Climate-Smart Farming Is the Caribbean’s Next Big Opportunity, Says Dominican Agro-Entrepreneur
Once a month, host Anthony Drigo brings on his program, This Week in Interview on TDN Radio Caribbean, a recurring guest he’s stopped introducing as a guest. “I’m calling him a co-host from now,” Drigo said, “because if you come on every month, you’re not a guest, right? You home people.” The segment is called Make Agriculture Great Again. Pastor Adrien Bannis, is a farmer, agro-processor, and consultant who runs Bannis Farms in Castle Bruce, Dominica.
This past June’s installment, covered what Bannis calls climate-smart agriculture: farming built specifically around a country’s weather risks rather than around inherited habit. It’s a topic he’s clearly spent years thinking through in granular, practical detail, and one he tied directly to a second theme Drigo wanted to explore, whether the approach could make agriculture attractive again to young Dominicans who have largely written the profession off.
Asked for a plain definition, Bannis said. “Climate agriculture is really farming according to your climate,” he said, “because there different climate activities. Where you’re having lots of rain, not the rain like before, heavy, heavy rain. Then you have sun, almost drought.” The goal, he said, is choosing crops that can survive whatever the season throws at them: “We have to come up with ideas so that we can, within the climate, plant and grow food that will be climate resistant.”
The clearest version of that strategy is root crops. “If a hurricane blow, you don’t have to go back and plant again,” Bannis said. “You just continue to take care of it.” He named sweet potato, dasheen, tania, and yams specifically. Above ground, he applies the same logic to fruit trees, favoring varieties like avocado and cocoa that “grow back as quick as possible” after storm damage, rather than slower trees that take years to recover.
Drigo pushed the definition further, framing it as a kind of risk-mapping exercise similar to infrastructure planning. “Just like you do utilities,” he said, “if we’re in a hurricane-prone country, instead of running your electric and telephone and internet wires above ground, if you can afford it, you put them underground. So similarly, you’re saying get crops that are underground… and for the above ground, find out which crop and which trees are less affected or recover quicker after a storm.” Later in the broadcast, he added the terrain dimension explicitly: whether a farm sits in the flat land around Castle Bruce or in the hills, in the drier Salisbury area or a wetter zone, and how often the region has historically taken a direct hurricane hit versus a lesser tropical storm.

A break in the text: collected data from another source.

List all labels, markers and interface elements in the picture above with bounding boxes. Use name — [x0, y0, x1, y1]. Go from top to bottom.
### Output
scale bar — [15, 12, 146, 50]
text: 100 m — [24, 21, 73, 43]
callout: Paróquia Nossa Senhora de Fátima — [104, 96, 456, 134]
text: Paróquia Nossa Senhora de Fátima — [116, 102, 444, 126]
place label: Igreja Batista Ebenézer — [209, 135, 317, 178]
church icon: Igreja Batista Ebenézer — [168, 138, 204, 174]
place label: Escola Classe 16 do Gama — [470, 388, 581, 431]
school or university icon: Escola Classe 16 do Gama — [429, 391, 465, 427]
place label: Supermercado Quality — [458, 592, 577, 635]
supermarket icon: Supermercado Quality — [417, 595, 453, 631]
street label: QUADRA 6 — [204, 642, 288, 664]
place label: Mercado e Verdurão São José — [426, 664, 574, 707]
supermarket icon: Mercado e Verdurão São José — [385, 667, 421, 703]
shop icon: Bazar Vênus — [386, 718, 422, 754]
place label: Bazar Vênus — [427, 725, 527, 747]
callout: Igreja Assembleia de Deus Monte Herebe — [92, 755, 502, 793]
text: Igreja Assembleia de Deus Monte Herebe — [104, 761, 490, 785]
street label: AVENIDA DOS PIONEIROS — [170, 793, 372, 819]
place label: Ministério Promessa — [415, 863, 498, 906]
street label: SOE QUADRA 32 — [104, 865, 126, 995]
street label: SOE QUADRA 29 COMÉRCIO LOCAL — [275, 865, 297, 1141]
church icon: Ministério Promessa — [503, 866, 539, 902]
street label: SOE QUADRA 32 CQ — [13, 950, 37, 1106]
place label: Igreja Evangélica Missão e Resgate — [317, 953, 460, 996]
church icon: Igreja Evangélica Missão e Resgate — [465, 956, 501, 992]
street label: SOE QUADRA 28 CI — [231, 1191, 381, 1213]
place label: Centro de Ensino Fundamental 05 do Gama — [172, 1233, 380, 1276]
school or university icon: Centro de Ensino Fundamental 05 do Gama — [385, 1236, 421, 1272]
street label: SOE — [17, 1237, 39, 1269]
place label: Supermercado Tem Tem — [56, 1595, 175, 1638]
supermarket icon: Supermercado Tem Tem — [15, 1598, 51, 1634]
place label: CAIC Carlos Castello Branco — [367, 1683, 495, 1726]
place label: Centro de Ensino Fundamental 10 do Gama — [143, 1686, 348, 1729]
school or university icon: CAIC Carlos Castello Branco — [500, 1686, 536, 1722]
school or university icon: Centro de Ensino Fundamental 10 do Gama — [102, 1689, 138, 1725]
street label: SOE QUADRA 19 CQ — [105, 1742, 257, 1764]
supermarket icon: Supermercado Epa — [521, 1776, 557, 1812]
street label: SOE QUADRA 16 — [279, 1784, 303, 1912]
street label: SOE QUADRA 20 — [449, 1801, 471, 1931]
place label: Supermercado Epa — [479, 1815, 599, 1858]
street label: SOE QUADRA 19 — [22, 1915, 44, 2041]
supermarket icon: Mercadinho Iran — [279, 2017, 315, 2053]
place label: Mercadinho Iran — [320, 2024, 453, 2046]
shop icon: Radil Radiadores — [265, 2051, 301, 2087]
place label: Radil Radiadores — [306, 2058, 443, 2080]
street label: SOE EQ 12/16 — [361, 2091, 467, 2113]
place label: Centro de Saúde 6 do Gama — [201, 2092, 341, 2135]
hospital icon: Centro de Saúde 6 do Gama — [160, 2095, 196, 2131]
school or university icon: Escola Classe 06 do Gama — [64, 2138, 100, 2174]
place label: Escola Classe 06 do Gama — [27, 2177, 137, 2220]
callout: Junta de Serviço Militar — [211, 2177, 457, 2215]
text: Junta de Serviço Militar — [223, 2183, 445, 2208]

Bannis returned more than once to Hurricane Maria, the 2017 storm that devastated Dominica, using it to illustrate both a mistake and a payoff.
The payoff came from products he’d already processed before the storm hit. “I need to example, when Maria blew,” he said, “chips, and the chips sold in a shake.” Fresh produce across the island had been wiped out, but bagged, dried chips he’d made in advance sold almost instantly once demand spiked. “Could you imagine if you had around ten or fifteen barrels of chips, or you had about a thousand carton, do you know how much money you would have made during that time?” It’s a lesson he ties back to how Caribbean farmers have traditionally planted. “Remember how we farming in the Caribbean, we only plant seasonal,” he said. “But in this time that we are living in, we need to plant every day, every month, to make sure that you always have.”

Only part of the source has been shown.